Liens are generally recorded in the local county clerk’s office and are a matter of public record. While finding out there is a lien on the property you are hoping to buy can affect the real estate deal, there are ways to satisfy the lien to make sure the deal still goes through.

Property cannot usually be sold with liens still on it. A house must have clear title before a buyer can take possession of it. This means that any liens on the property must be satisfied.

Paying off or negotiating the debt

Most times the lien is paid off with the proceeds from the sale. As a buyer this means the sale process can continue and you can move into your new home on the date you expected. If you are the seller, this means you do not have to worry about paying off this debt out of your own pocket.

You may be in a situation where the entire cost of the lien cannot be paid, but there are still plenty of options to consider.

The seller can try negotiating a lower amount with the creditor, the cost of the lien can be added into the closing costs or the sellers could agree to deduct the amount from their sale proceeds.

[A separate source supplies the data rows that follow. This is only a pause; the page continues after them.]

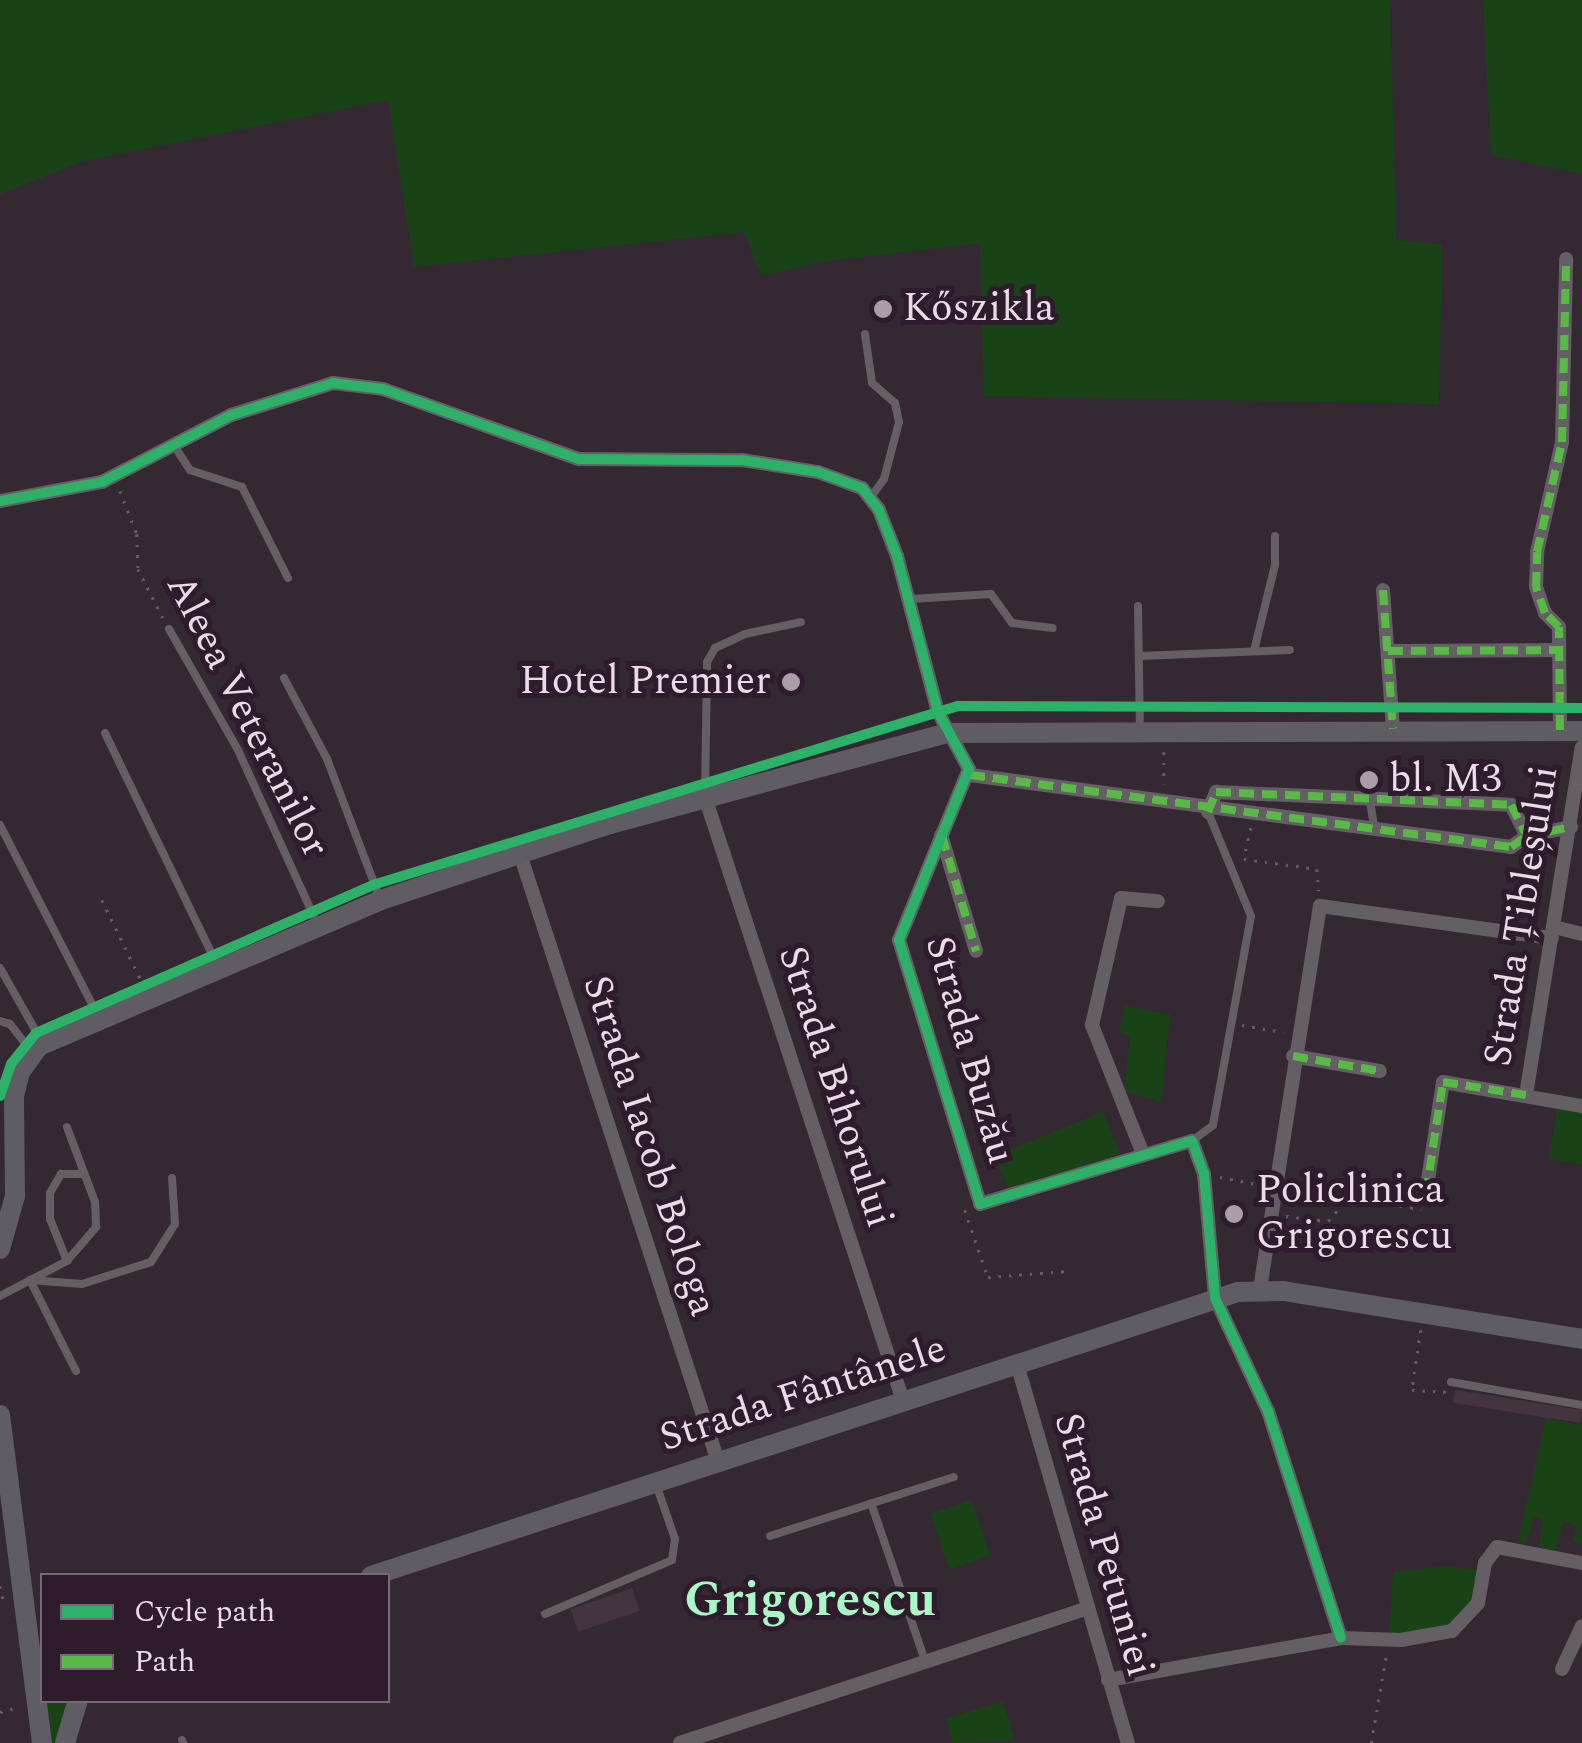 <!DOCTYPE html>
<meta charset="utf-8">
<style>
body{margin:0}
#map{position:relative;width:1582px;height:1743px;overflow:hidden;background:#342933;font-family:Spectral,serif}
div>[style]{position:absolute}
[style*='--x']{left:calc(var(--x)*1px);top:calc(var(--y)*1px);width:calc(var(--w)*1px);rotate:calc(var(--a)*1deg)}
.industrial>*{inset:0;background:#433440;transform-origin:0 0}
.green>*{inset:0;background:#194316;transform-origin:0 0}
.path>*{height:2.5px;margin-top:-1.25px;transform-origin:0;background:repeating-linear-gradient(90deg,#645d64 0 2.5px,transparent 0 10.5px)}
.lane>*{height:8px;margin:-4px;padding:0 4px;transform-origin:4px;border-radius:4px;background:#665e65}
.street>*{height:14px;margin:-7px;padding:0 7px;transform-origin:7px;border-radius:7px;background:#665e65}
.secondary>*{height:20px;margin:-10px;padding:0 10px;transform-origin:10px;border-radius:10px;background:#605c63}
.quiet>*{height:8px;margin-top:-4px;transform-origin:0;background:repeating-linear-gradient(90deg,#58b947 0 15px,transparent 0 23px)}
.cycleway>*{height:10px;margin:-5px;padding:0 5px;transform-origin:5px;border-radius:5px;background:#2db169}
.dots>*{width:28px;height:28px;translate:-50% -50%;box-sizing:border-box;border:5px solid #2e1b2c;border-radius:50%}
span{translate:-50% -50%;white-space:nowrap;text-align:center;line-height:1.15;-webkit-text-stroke:10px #2e1b2c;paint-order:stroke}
.poi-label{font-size:40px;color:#e9dce7}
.left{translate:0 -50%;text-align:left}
.right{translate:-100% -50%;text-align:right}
.street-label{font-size:40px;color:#e9dce7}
.district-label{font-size:50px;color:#abf7c6;font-weight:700}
.legend{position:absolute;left:40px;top:1573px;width:350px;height:130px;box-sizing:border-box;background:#2e1b2c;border:2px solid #796877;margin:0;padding:12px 18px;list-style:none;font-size:30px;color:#e9dce7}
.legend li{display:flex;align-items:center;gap:20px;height:50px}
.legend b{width:50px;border:2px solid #796877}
</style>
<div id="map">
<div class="industrial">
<div style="left:1455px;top:1390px;width:129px;height:13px;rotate:9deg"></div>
<div style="left:632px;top:1588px;width:24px;height:65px;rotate:71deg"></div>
</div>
<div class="green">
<div style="clip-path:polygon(0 0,1390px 0,1396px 240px,1442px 244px,1439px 404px,984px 396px,980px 243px,820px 262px,761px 276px,744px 232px,414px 267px,388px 100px,83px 161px,0 194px)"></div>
<div style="clip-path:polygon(1483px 0,1582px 0,1582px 174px,1491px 155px)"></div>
<div style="clip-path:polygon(1125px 1006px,1170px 1014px,1161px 1102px,1124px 1091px,1130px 1036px,1119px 1032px)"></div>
<div style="clip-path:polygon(1557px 1109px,1582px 1113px,1582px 1165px,1549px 1159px)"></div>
<div style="left:1103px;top:1112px;width:45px;height:116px;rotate:68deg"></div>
<div style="clip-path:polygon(1546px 1419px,1582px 1425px,1582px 1544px,1573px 1541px,1577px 1525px,1564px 1521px,1555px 1551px,1539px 1547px,1543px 1520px,1534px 1517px,1526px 1544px,1518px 1541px)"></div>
<div style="left:971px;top:1500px;width:59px;height:43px;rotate:71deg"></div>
<div style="clip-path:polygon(1445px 1566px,1483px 1571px,1468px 1620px,1389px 1640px,1393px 1572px)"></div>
<div style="clip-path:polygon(45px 1701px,69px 1701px,57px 1743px,52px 1743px)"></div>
<div style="clip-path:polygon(1003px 1702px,1015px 1741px,953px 1743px,946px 1718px)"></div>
</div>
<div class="path">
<div style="--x:120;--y:491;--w:46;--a:68.4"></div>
<div style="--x:137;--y:534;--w:35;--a:88"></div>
<div style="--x:138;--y:569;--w:55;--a:63"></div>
<div style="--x:1164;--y:752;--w:32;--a:90"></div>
<div style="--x:1251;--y:828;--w:32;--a:103"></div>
<div style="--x:1244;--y:859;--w:74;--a:7.8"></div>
<div style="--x:1317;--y:869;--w:22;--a:85"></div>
<div style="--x:102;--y:900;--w:93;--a:64"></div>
<div style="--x:1242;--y:1025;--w:42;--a:9.7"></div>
<div style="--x:1220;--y:1177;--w:42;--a:11"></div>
<div style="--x:965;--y:1210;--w:71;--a:71.1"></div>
<div style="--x:988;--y:1277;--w:79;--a:-4.3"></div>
<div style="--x:1286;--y:1216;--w:42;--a:6.8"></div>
<div style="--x:1328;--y:1221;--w:30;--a:-49"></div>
<div style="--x:1348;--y:1198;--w:74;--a:8.6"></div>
<div style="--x:1421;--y:1330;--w:61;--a:98.5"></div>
<div style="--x:1412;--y:1390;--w:35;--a:3"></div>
<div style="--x:0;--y:1586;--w:17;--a:77"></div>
<div style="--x:0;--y:1712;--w:19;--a:-16"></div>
<div style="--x:1371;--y:1743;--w:88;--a:-80.2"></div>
</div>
<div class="lane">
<div style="--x:865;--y:334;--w:49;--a:81.9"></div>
<div style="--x:872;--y:383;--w:30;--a:41"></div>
<div style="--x:895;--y:403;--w:19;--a:78"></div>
<div style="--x:899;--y:422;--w:59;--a:104.7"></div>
<div style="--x:884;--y:479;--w:22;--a:126"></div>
<div style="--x:173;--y:444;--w:31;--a:57"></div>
<div style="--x:190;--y:470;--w:55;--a:18.1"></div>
<div style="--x:242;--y:487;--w:102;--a:63.2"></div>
<div style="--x:911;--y:599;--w:80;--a:-3.6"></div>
<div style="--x:991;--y:594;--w:36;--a:54"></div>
<div style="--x:1012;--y:623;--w:41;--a:7"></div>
<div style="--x:1138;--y:606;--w:126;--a:89.1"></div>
<div style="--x:169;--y:629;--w:139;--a:60.3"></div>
<div style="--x:238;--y:750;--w:190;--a:65.5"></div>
<div style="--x:1254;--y:651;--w:89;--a:-76.3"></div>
<div style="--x:1275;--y:565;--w:29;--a:-90"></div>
<div style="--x:1139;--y:656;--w:151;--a:-2.3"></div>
<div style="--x:284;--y:678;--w:92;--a:62"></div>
<div style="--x:327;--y:759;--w:147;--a:69.2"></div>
<div style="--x:105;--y:733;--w:260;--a:64.2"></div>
<div style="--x:705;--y:795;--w:133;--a:-89.1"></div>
<div style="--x:707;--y:662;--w:16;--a:-60"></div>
<div style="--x:715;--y:648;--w:33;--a:-25"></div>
<div style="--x:745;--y:634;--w:57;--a:-12.1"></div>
<div style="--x:1370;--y:801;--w:30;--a:81"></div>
<div style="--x:0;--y:825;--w:217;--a:62.8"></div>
<div style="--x:0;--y:968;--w:85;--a:60.4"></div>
<div style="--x:0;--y:1021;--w:10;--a:17"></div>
<div style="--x:10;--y:1024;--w:36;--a:52"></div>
<div style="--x:1192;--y:1141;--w:26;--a:-37"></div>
<div style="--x:1213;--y:1125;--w:212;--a:-79.7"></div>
<div style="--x:1251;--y:916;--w:113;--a:-112.5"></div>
<div style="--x:67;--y:1261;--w:45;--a:-112"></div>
<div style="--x:50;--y:1219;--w:26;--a:-90"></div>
<div style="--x:50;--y:1193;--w:22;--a:-60"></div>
<div style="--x:61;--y:1174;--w:23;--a:0"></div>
<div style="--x:30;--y:1280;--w:52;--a:4.4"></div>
<div style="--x:82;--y:1284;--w:72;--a:-17.7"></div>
<div style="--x:151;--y:1262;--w:45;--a:-57.7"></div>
<div style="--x:175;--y:1224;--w:46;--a:-93.7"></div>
<div style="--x:30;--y:1280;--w:102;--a:63.2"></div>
<div style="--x:0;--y:1296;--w:76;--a:-27.6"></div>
<div style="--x:67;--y:1261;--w:45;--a:-49.5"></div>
<div style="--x:96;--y:1227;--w:25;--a:-92"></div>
<div style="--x:95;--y:1202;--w:80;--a:-110.5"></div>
<div style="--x:1451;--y:1382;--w:133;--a:10"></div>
<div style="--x:871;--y:1503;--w:167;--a:71.1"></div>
<div style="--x:770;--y:1536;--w:193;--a:-17.8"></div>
<div style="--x:545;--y:1614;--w:138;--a:-23"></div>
<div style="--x:672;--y:1560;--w:21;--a:-82"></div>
<div style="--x:675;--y:1539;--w:55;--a:-109.1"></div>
<div style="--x:182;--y:1740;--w:3;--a:72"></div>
</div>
<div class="street">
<div style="--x:0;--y:501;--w:104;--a:-10.6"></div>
<div style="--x:102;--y:482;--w:145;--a:-27.4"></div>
<div style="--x:231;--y:415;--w:107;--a:-17.4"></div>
<div style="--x:333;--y:383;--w:50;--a:6.8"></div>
<div style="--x:383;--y:389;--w:208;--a:19.7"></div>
<div style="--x:579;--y:459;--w:163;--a:0.4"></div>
<div style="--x:742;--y:460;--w:77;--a:9"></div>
<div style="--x:818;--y:472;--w:47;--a:20"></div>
<div style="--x:862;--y:488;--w:28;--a:52"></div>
<div style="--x:879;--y:510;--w:49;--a:68.6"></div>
<div style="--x:897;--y:556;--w:161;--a:75.3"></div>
<div style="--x:938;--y:712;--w:65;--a:61.5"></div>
<div style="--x:969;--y:769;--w:185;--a:112.3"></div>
<div style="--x:899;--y:940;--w:276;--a:72.9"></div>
<div style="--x:980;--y:1204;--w:221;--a:-16.6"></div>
<div style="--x:1192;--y:1141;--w:35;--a:70"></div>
<div style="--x:1204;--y:1174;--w:124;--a:84.9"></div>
<div style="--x:1215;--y:1298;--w:125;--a:64.9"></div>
<div style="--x:1268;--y:1411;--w:238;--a:72.2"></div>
<div style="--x:1383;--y:590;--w:139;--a:85.9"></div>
<div style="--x:1388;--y:651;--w:171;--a:-0.3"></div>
<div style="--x:1560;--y:730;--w:103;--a:-90.6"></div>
<div style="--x:1559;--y:627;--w:20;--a:-135"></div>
<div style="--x:1545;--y:613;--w:28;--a:-109"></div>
<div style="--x:1536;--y:587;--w:35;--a:-88"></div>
<div style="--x:1537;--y:552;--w:113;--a:-77.2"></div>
<div style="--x:1562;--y:442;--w:183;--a:-88.7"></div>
<div style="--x:970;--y:775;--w:546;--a:7.58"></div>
<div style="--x:1511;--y:847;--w:19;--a:-35"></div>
<div style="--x:1527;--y:836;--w:45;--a:-11.6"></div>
<div style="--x:705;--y:797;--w:632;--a:71.85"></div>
<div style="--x:1208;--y:812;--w:22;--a:-68"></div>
<div style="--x:1216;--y:792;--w:295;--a:2.5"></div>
<div style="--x:1511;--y:805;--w:35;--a:63"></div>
<div style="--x:941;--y:835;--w:121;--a:73.2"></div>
<div style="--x:520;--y:854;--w:635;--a:71.94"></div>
<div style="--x:1554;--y:927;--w:29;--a:14"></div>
<div style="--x:1293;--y:1056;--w:88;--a:9.8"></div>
<div style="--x:1526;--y:1095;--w:352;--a:-80.9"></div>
<div style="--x:1143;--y:1154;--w:139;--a:-111.6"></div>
<div style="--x:1092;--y:1025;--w:130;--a:-77.1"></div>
<div style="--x:1121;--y:898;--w:37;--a:5"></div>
<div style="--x:1426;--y:1193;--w:112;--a:-81.3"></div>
<div style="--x:1443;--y:1082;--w:141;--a:9.8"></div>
<div style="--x:1260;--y:1289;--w:388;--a:-81.1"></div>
<div style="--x:1320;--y:906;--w:234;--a:7.9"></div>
<div style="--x:1017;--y:1364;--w:395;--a:73.7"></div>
<div style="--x:1562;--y:1669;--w:47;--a:-65.1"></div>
<div style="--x:1108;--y:1680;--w:237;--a:-10.2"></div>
<div style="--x:1341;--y:1638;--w:60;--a:1.9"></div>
<div style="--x:1401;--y:1640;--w:52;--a:-10"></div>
<div style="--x:1452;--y:1631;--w:38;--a:-47"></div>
<div style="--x:1478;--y:1603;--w:41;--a:-80.1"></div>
<div style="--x:1485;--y:1563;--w:20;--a:-53"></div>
<div style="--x:1497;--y:1547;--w:86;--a:10.7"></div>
<div style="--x:680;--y:1743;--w:427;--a:-18.3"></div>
</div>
<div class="secondary">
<div style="--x:0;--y:1249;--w:55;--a:-74.2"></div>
<div style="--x:15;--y:1196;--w:100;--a:-90.6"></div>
<div style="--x:14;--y:1096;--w:25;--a:-76"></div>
<div style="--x:20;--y:1072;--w:32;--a:-54"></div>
<div style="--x:39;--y:1046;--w:372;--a:-23.1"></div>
<div style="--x:381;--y:900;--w:241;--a:-18.4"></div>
<div style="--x:610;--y:824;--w:349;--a:-15.1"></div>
<div style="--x:947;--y:733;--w:635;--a:-0.18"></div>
<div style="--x:0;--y:1415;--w:331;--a:82.7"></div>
<div style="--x:371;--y:1576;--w:912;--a:-18.14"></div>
<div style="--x:1238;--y:1292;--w:45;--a:-1.3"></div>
<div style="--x:1283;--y:1291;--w:303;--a:9.1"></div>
<div style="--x:65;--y:1743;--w:45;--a:-73.2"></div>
</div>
<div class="quiet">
<div style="--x:1383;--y:590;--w:139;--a:85.9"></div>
<div style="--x:1388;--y:651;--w:171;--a:-0.3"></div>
<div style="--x:1560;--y:730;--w:103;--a:-90.6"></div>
<div style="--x:1559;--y:627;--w:20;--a:-135"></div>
<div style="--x:1545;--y:613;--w:28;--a:-109"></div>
<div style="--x:1536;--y:587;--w:35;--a:-88"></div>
<div style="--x:1537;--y:552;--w:113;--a:-77.2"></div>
<div style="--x:1562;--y:442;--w:183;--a:-88.7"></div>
<div style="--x:970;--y:775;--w:546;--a:7.58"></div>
<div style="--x:1511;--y:847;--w:19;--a:-35"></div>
<div style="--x:1527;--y:836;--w:45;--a:-11.6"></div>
<div style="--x:1208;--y:812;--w:22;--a:-68"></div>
<div style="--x:1216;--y:792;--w:295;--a:2.5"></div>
<div style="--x:1511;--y:805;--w:35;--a:63"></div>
<div style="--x:942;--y:836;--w:120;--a:73.5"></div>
<div style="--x:1293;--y:1056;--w:88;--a:9.8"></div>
<div style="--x:1426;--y:1193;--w:112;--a:-81.3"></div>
<div style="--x:1443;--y:1082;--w:84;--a:8.9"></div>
</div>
<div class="cycleway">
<div style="--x:0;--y:501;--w:104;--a:-10.6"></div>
<div style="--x:102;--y:482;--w:145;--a:-27.4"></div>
<div style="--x:231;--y:415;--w:107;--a:-17.4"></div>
<div style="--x:333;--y:383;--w:50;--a:6.8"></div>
<div style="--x:383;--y:389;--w:208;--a:19.7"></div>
<div style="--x:579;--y:459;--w:163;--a:0.4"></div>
<div style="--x:742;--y:460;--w:77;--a:9"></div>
<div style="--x:818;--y:472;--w:47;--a:20"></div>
<div style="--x:862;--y:488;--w:28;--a:52"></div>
<div style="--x:879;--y:510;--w:49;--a:68.6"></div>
<div style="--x:897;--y:556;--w:161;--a:75.3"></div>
<div style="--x:938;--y:712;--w:65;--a:61.5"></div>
<div style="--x:969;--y:769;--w:185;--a:112.3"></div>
<div style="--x:899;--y:940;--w:276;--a:72.9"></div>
<div style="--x:980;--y:1204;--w:221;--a:-16.6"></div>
<div style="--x:1192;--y:1141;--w:35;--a:70"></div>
<div style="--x:1204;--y:1174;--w:124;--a:84.9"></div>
<div style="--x:1215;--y:1298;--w:125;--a:64.9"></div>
<div style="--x:1268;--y:1411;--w:238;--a:72.2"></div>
<div style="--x:0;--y:1096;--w:34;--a:-71"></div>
<div style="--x:11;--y:1064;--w:40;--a:-51"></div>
<div style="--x:36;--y:1033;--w:371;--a:-23.7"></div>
<div style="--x:376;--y:884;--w:609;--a:-17.01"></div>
<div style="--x:958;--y:706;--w:624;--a:0.18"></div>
</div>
<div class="dots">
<div style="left:883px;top:309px;background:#aa9da8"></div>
<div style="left:791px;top:682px;background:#aa9da8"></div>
<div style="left:1369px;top:780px;background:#aa9da8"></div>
<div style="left:1234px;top:1214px;background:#aa9da8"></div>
</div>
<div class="poi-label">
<span class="left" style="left:903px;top:309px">Kőszikla</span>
<span class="right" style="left:771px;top:682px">Hotel Premier</span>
<span class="left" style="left:1389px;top:780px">bl. M3</span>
<span class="left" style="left:1256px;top:1214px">Policlinica<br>Grigorescu</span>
</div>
<div class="street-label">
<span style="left:247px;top:716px;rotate:63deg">Aleea Veteranilor</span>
<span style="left:1522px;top:916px;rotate:-81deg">Strada Țibleșului</span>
<span style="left:969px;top:1050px;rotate:74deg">Strada Buzău</span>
<span style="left:835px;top:1087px;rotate:72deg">Strada Bihorului</span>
<span style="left:649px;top:1146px;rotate:72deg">Strada Iacob Bologa</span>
<span style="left:803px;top:1394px;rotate:-18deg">Strada Fântânele</span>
<span style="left:1103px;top:1545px;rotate:74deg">Strada Petuniei</span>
</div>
<div class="district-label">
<span style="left:810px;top:1601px">Grigorescu</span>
</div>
<ul class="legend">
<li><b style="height:12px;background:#2db169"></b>Cycle path</li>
<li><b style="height:12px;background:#58b947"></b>Path</li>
</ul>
</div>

Dispute the debt or selling the house for cash

Disputing the debt is another option. The seller might not agree that they owe the debt or believe the amount is incorrect. There is no guarantee disputing the debt will be successful and disputing it will likely drag out the entire process even longer, so figuring out a way to satisfy could be a better use of time.

Another potential solution is to sell the house for cash, which would avoid having to clear the lien as part of the sale. However, this does not make the lien go away. You will be purchasing the home with the lien still on it, which means you could be the one responsible for paying it off at some point.

Payoff and satisfaction letters

Once the amount of the debt is agreed upon, you should obtain a payoff letter from the creditor. This is given to the escrow agent to the amount is factored into the overall real estate transaction.

When the lien is satisfied, you must get another letter confirming the debt has been paid. This is extremely important since it can prevent future problems if the creditor comes back and claims they have not been paid.

Real estate transactions are already complicated, and liens can add another layer of complexity. It is important to have professional guidance through the process.